### Problem description:
Leave every picture out. Set down all the lines below exactly.

### Extracted entries:
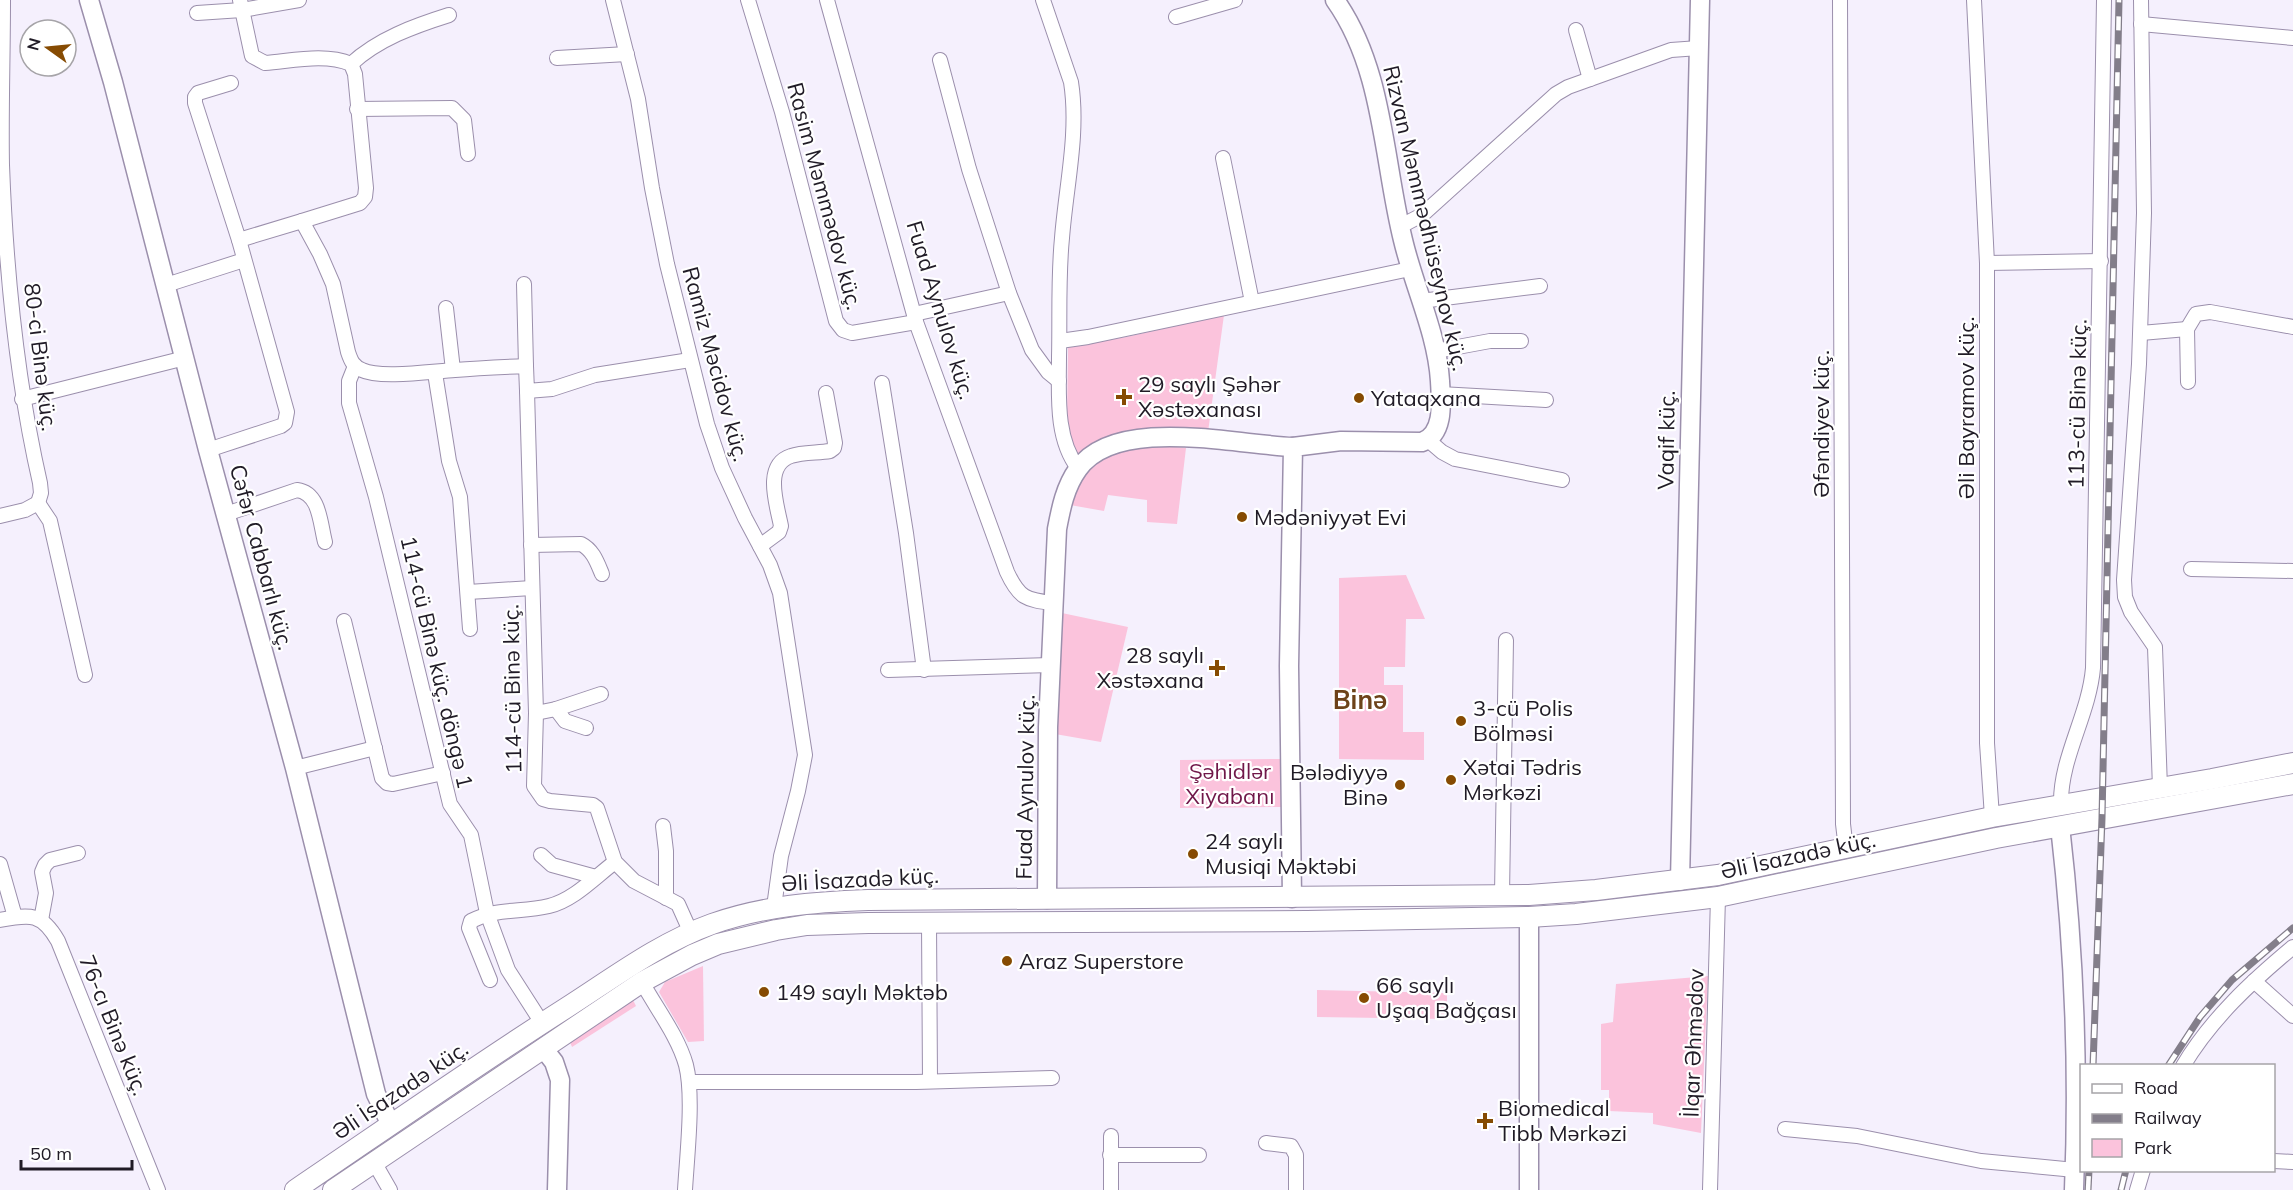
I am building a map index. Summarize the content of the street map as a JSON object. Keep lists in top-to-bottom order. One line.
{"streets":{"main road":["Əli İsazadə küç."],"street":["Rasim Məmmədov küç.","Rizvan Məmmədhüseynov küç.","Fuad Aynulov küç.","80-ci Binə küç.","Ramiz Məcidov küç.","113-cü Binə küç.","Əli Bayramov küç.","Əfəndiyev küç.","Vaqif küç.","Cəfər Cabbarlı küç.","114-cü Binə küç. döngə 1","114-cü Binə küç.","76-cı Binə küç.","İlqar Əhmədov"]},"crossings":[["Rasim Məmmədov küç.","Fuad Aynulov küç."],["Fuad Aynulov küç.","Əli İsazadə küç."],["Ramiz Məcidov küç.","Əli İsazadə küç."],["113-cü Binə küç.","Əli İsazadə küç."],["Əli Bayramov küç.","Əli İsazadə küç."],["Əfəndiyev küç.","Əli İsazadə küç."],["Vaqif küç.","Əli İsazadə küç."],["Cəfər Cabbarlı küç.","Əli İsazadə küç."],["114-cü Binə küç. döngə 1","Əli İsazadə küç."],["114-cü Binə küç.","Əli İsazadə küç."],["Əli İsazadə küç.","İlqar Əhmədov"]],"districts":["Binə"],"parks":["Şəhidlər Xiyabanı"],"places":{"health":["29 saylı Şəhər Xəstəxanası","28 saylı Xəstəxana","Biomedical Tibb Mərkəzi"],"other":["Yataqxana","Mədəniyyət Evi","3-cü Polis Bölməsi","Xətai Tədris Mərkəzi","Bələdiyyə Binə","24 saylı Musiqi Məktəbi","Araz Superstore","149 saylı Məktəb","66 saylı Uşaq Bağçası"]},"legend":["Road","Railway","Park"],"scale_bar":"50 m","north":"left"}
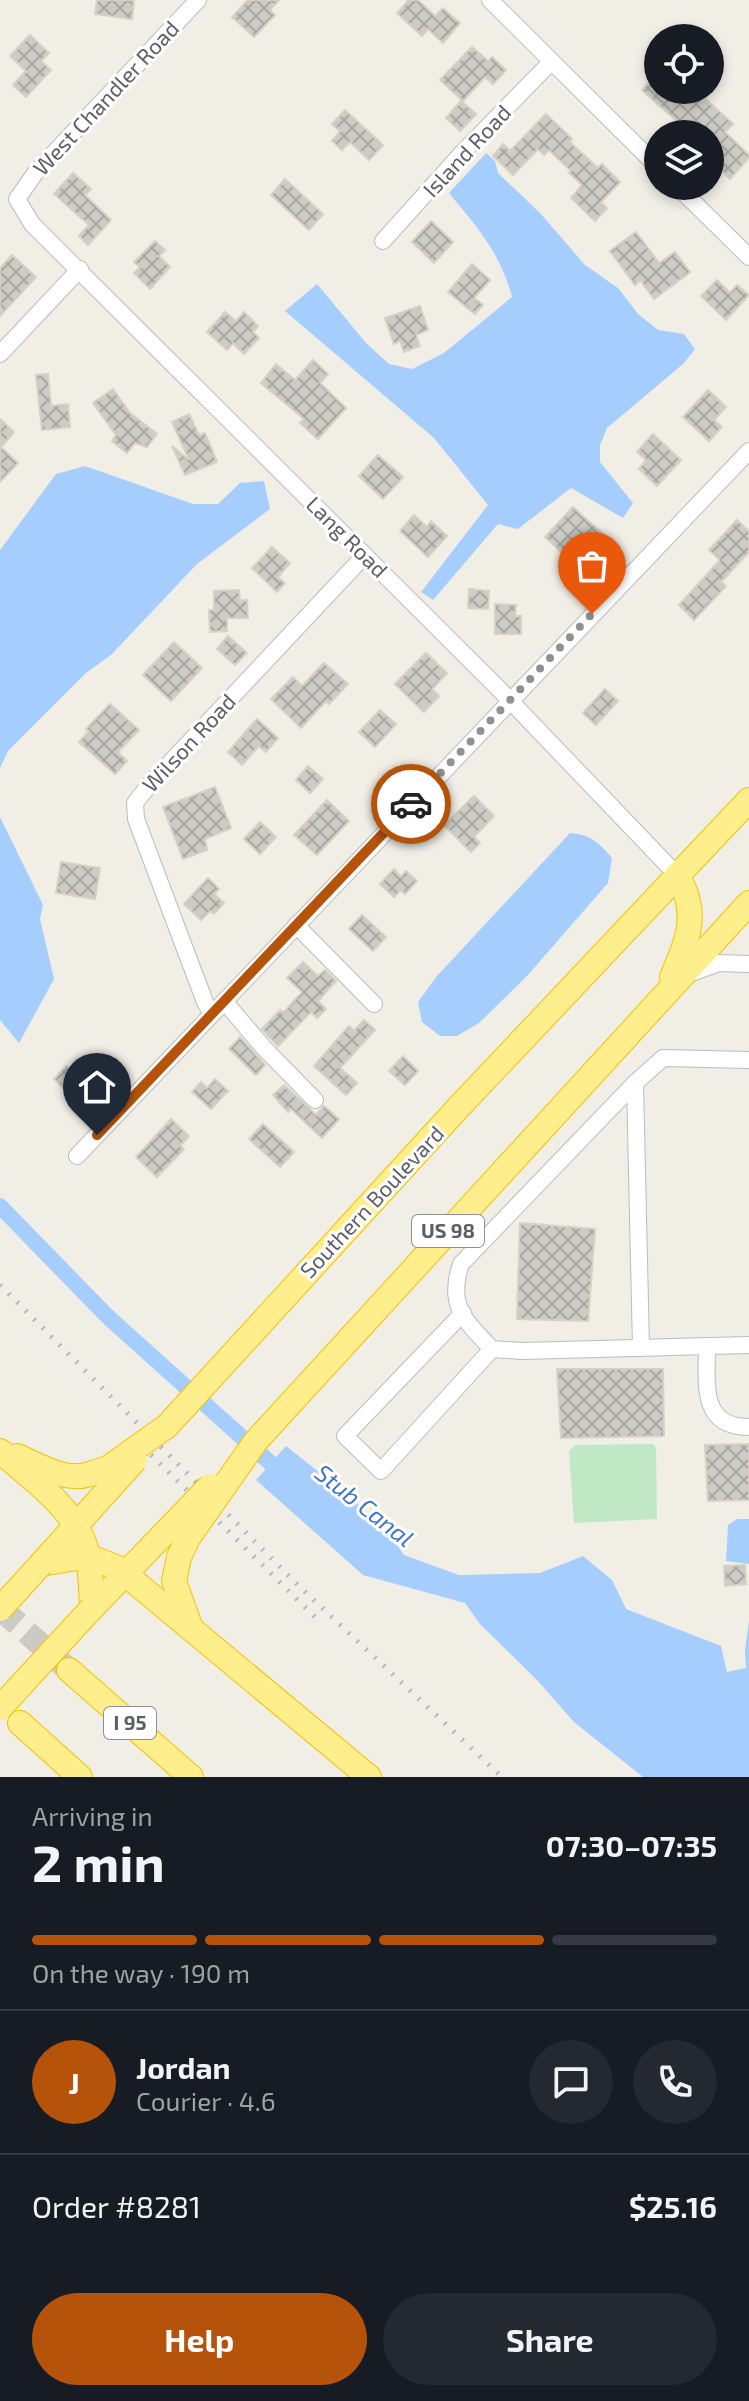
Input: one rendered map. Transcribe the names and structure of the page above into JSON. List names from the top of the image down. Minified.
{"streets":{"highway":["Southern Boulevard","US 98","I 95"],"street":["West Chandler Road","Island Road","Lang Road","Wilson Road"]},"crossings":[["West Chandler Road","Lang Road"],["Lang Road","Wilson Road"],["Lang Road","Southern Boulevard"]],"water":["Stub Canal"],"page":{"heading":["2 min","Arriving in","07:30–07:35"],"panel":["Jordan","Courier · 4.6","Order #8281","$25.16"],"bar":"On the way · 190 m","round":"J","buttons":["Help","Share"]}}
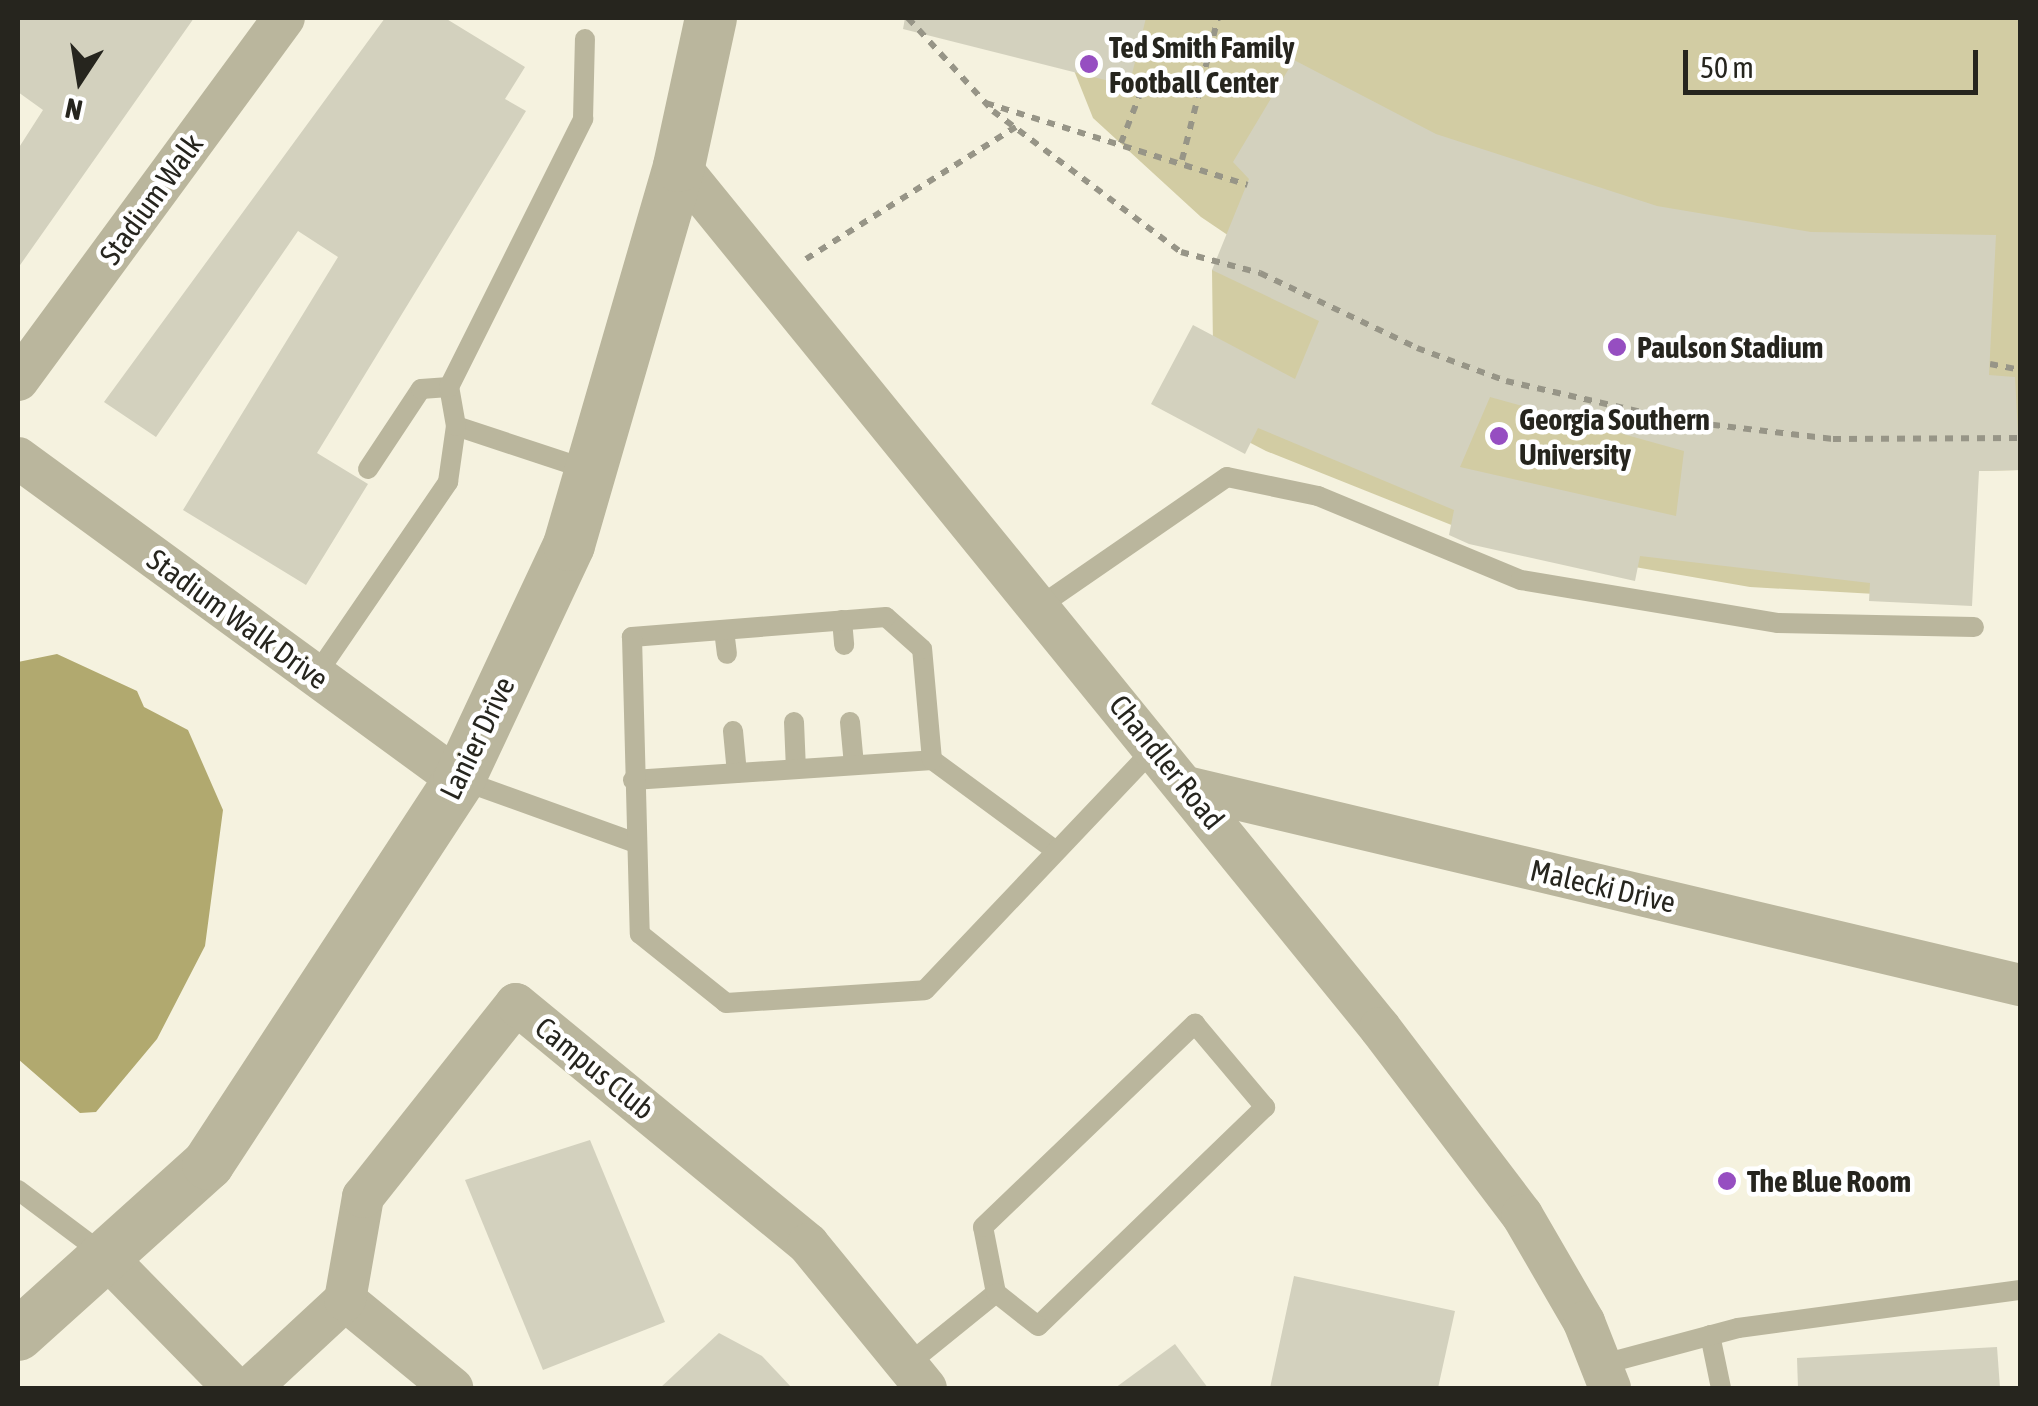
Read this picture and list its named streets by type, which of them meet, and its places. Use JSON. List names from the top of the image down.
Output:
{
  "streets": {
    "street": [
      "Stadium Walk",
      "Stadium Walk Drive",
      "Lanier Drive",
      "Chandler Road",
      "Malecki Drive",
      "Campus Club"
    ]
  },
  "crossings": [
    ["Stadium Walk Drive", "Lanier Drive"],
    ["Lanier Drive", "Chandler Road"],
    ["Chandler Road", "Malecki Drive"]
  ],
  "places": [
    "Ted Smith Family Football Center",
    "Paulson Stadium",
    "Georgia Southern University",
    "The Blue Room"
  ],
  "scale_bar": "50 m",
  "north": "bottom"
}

### Response below:
I am building a map index. Summarize the content of the street map as a JSON object. Keep lists in top-to-bottom order. One line.
{"streets":{"main road":["Əli İsazadə küç."],"street":["Rasim Məmmədov küç.","Rizvan Məmmədhüseynov küç.","Fuad Aynulov küç.","80-ci Binə küç.","Ramiz Məcidov küç.","113-cü Binə küç.","Əli Bayramov küç.","Əfəndiyev küç.","Vaqif küç.","Cəfər Cabbarlı küç.","114-cü Binə küç. döngə 1","114-cü Binə küç.","76-cı Binə küç.","İlqar Əhmədov"]},"crossings":[["Rasim Məmmədov küç.","Fuad Aynulov küç."],["Fuad Aynulov küç.","Əli İsazadə küç."],["Ramiz Məcidov küç.","Əli İsazadə küç."],["113-cü Binə küç.","Əli İsazadə küç."],["Əli Bayramov küç.","Əli İsazadə küç."],["Əfəndiyev küç.","Əli İsazadə küç."],["Vaqif küç.","Əli İsazadə küç."],["Cəfər Cabbarlı küç.","Əli İsazadə küç."],["114-cü Binə küç. döngə 1","Əli İsazadə küç."],["114-cü Binə küç.","Əli İsazadə küç."],["Əli İsazadə küç.","İlqar Əhmədov"]],"districts":["Binə"],"parks":["Şəhidlər Xiyabanı"],"places":{"health":["29 saylı Şəhər Xəstəxanası","28 saylı Xəstəxana","Biomedical Tibb Mərkəzi"],"other":["Yataqxana","Mədəniyyət Evi","3-cü Polis Bölməsi","Xətai Tədris Mərkəzi","Bələdiyyə Binə","24 saylı Musiqi Məktəbi","Araz Superstore","149 saylı Məktəb","66 saylı Uşaq Bağçası"]},"legend":["Road","Railway","Park"],"scale_bar":"50 m","north":"left"}
Input: one rendered map. Transcribe the names and structure of the page above into JSON. List names from the top of the image down. Minified.
{"streets":{"highway":["Southern Boulevard","US 98","I 95"],"street":["West Chandler Road","Island Road","Lang Road","Wilson Road"]},"crossings":[["West Chandler Road","Lang Road"],["Lang Road","Wilson Road"],["Lang Road","Southern Boulevard"]],"water":["Stub Canal"],"page":{"heading":["2 min","Arriving in","07:30–07:35"],"panel":["Jordan","Courier · 4.6","Order #8281","$25.16"],"bar":"On the way · 190 m","round":"J","buttons":["Help","Share"]}}
Read this picture and list its named streets by type, which of them meet, and its places. Use JSON. List names from the top of the image down.
Output:
{
  "streets": {
    "street": [
      "Stadium Walk",
      "Stadium Walk Drive",
      "Lanier Drive",
      "Chandler Road",
      "Malecki Drive",
      "Campus Club"
    ]
  },
  "crossings": [
    ["Stadium Walk Drive", "Lanier Drive"],
    ["Lanier Drive", "Chandler Road"],
    ["Chandler Road", "Malecki Drive"]
  ],
  "places": [
    "Ted Smith Family Football Center",
    "Paulson Stadium",
    "Georgia Southern University",
    "The Blue Room"
  ],
  "scale_bar": "50 m",
  "north": "bottom"
}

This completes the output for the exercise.